Fortunately, at Jenna’s funeral in their Florida hometown, Hayley meets Brandon Stone, a charming contractor who sweeps her off her feet and soon proposes marriage. He’s inherited property in the Adirondacks and convinces her to move there with him, leaving her New York job as a designer for Domicile, a home-furnishings firm. It’s a huge change and requires a considerable emotional effort on Hayley’s part because she enjoyed her life in the city and has discovered how much she misses Emily, her best friend and colleague.
Adjustment to rural living in remote Crystal River takes time, but autumn dazzles with its gorgeous foliage. Hayley is determined to make the relationship work, deciding to support her husband in his desire to live in the quirky modern house where he grew up, a building his estranged father designed:
“Floor to ceiling steel-framed windows create the illusion that the house has grown organically from the hillside. The roof slopes sharply upward in a series of triangular planes, giving it a sleek geometric look. A stone walkway leads from the garage behind the house to a front porch flanked by two boulders. A path curves through the grass to a snug guest cottage with a shingled roof. In the distance between the house and the mountain range beyond, a small pond reflects the sky.”

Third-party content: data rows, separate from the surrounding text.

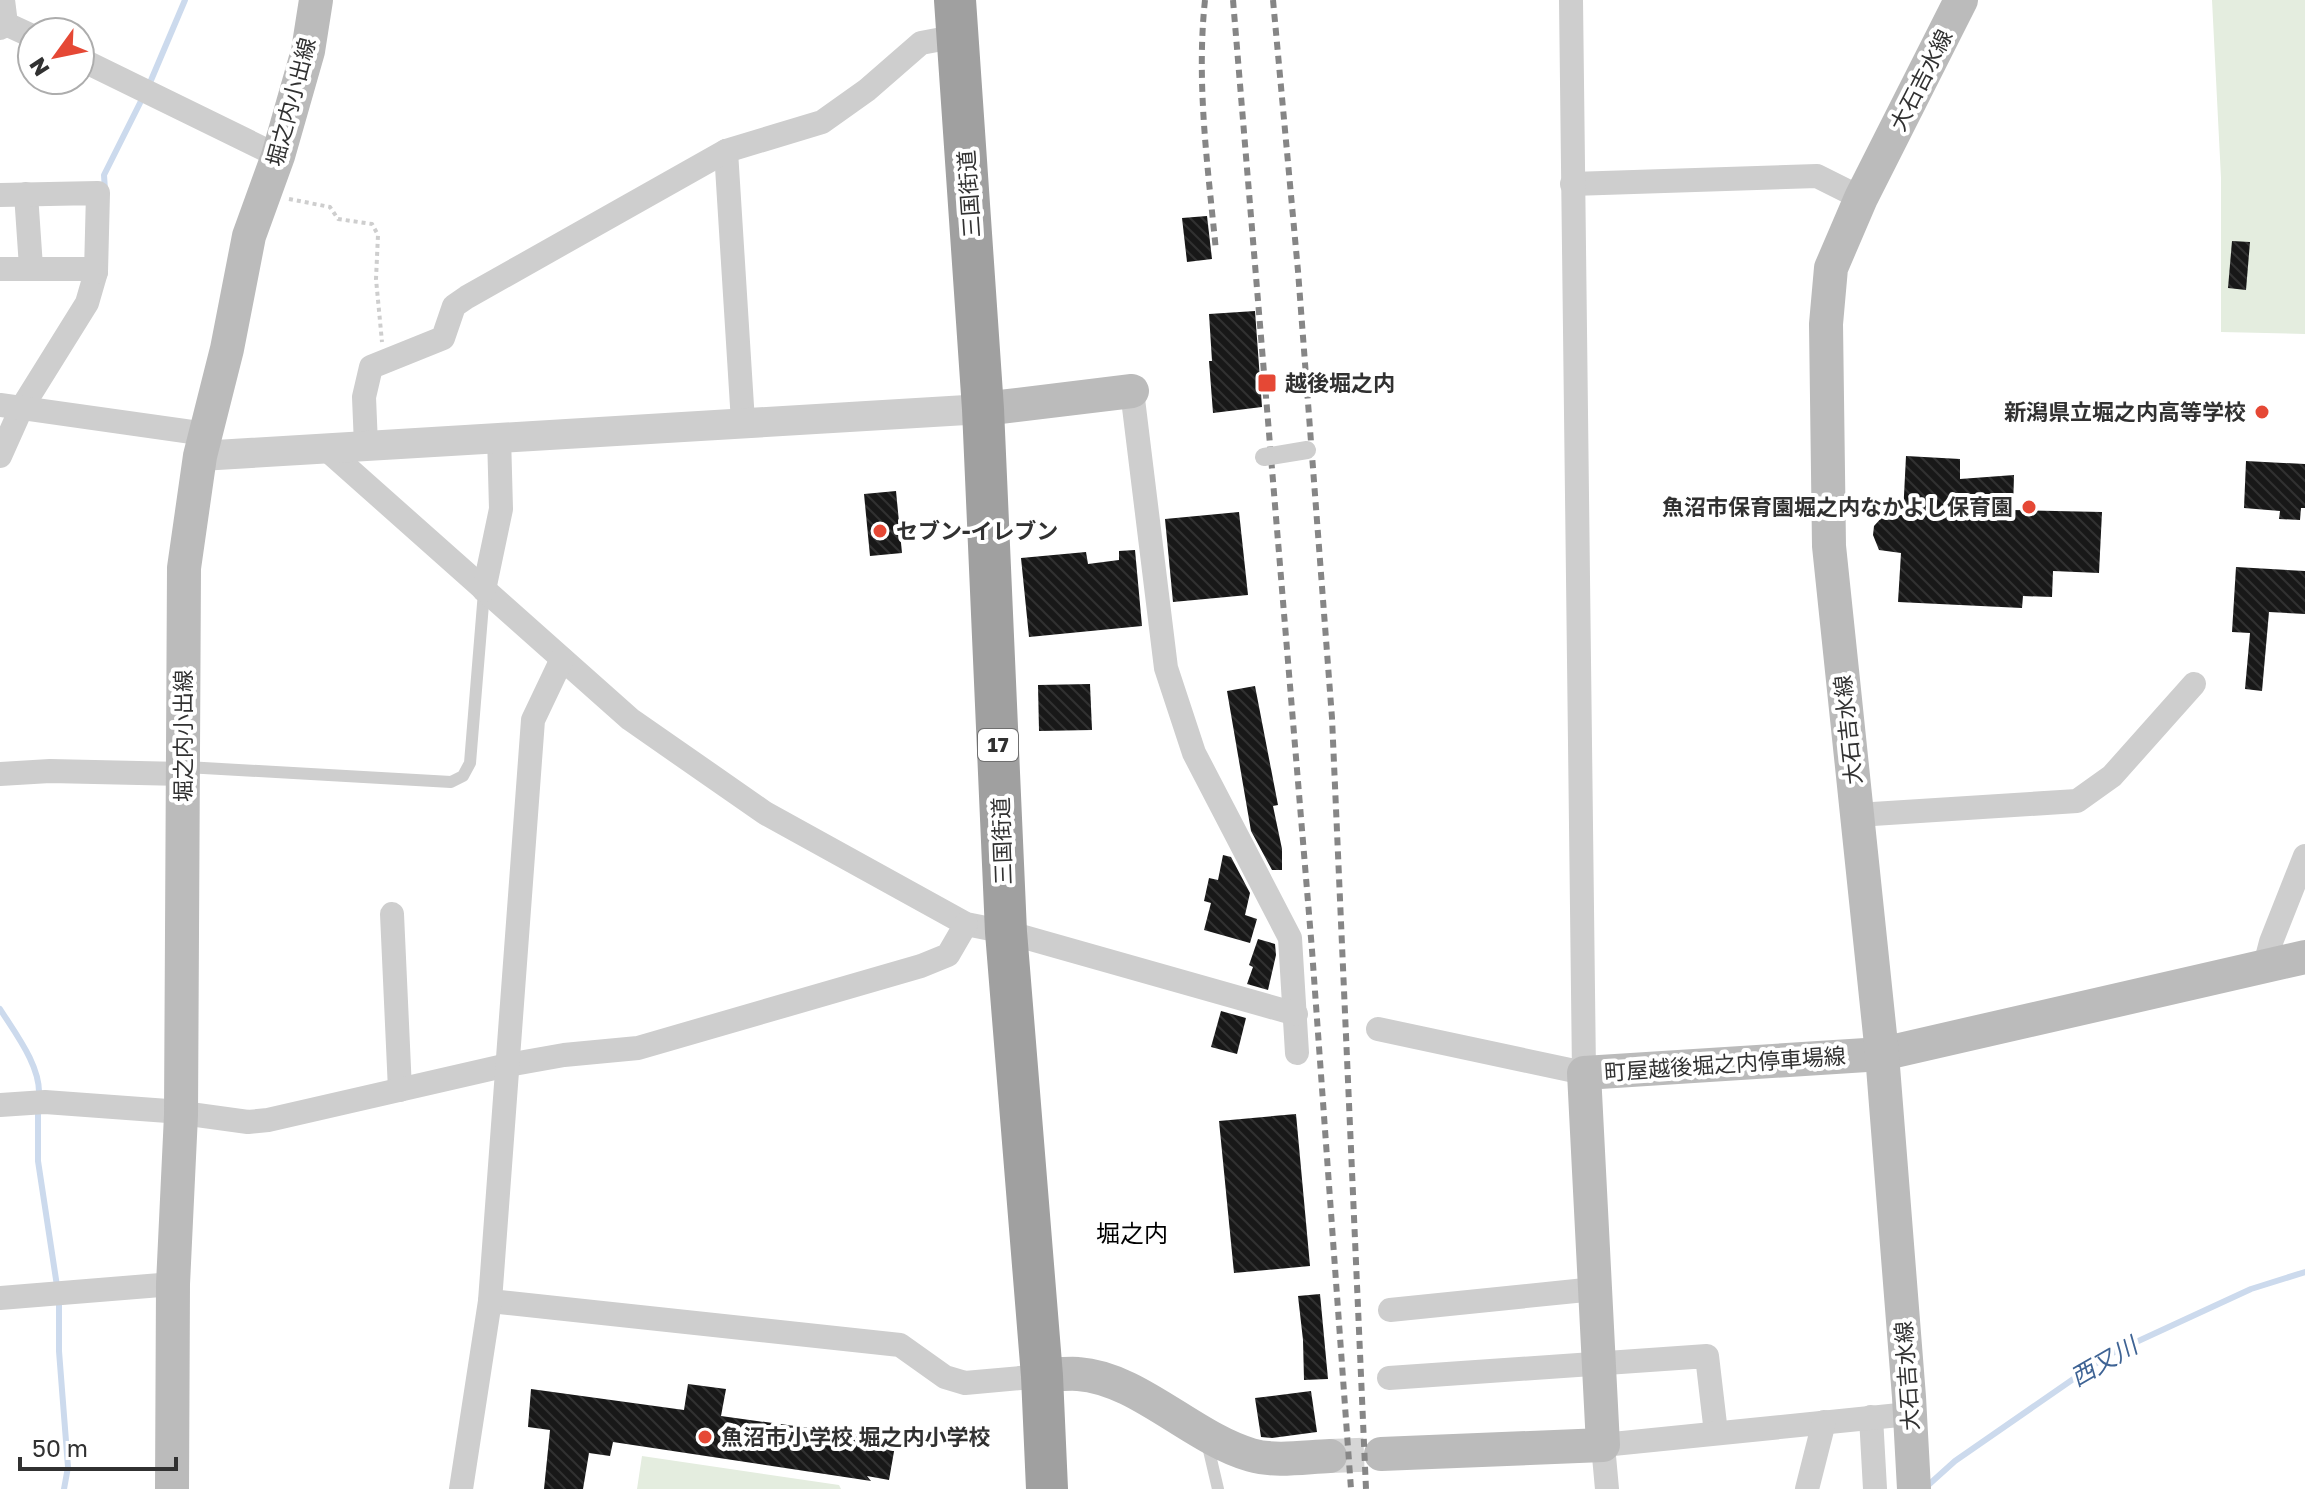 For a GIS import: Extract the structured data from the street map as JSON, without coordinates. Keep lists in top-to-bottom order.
{
  "streets": {
    "highway": ["三国街道", "17"],
    "main road": ["大石吉水線", "堀之内小出線", "町屋越後堀之内停車場線"]
  },
  "crossings": [
    ["大石吉水線", "町屋越後堀之内停車場線"]
  ],
  "districts": ["堀之内"],
  "water": ["西又川"],
  "places": {
    "transit": ["越後堀之内"],
    "other": [
      "新潟県立堀之内高等学校",
      "魚沼市保育園堀之内なかよし保育園",
      "セブン-イレブン",
      "魚沼市小学校 堀之内小学校"
    ]
  },
  "scale_bar": "50 m",
  "north": "bottom left"
}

Gradually, we meet the other characters: Cheryl, a hard-nosed local who sells pies at the farmers’ market and knew Brandon, whom she calls “the coyote kid,” as a boy; hippie writer Megan and her partner, Tyler; and Brandon’s childhood friend Anthony “Pellet” Pelham, a weird guy who now runs Bones & Leaves, the only bar in town. Before we know it, Megan has befriended Hayley, and Hayley invites her and Tyler to live in the cottage on Brandon’s estate since Megan’s landlord refuses to fix their rental’s issues and winter is coming. Later on, we also meet Olivia Blackwell, the journalist who sensationalized Hayley’s parents’ demise in her popular podcast, leaving us with questions about Hayley’s role in the tragedy and whether her resulting inheritance figures into her current predicament.
What could go wrong as the various players converge on the Crystal River estate? Well, a lot.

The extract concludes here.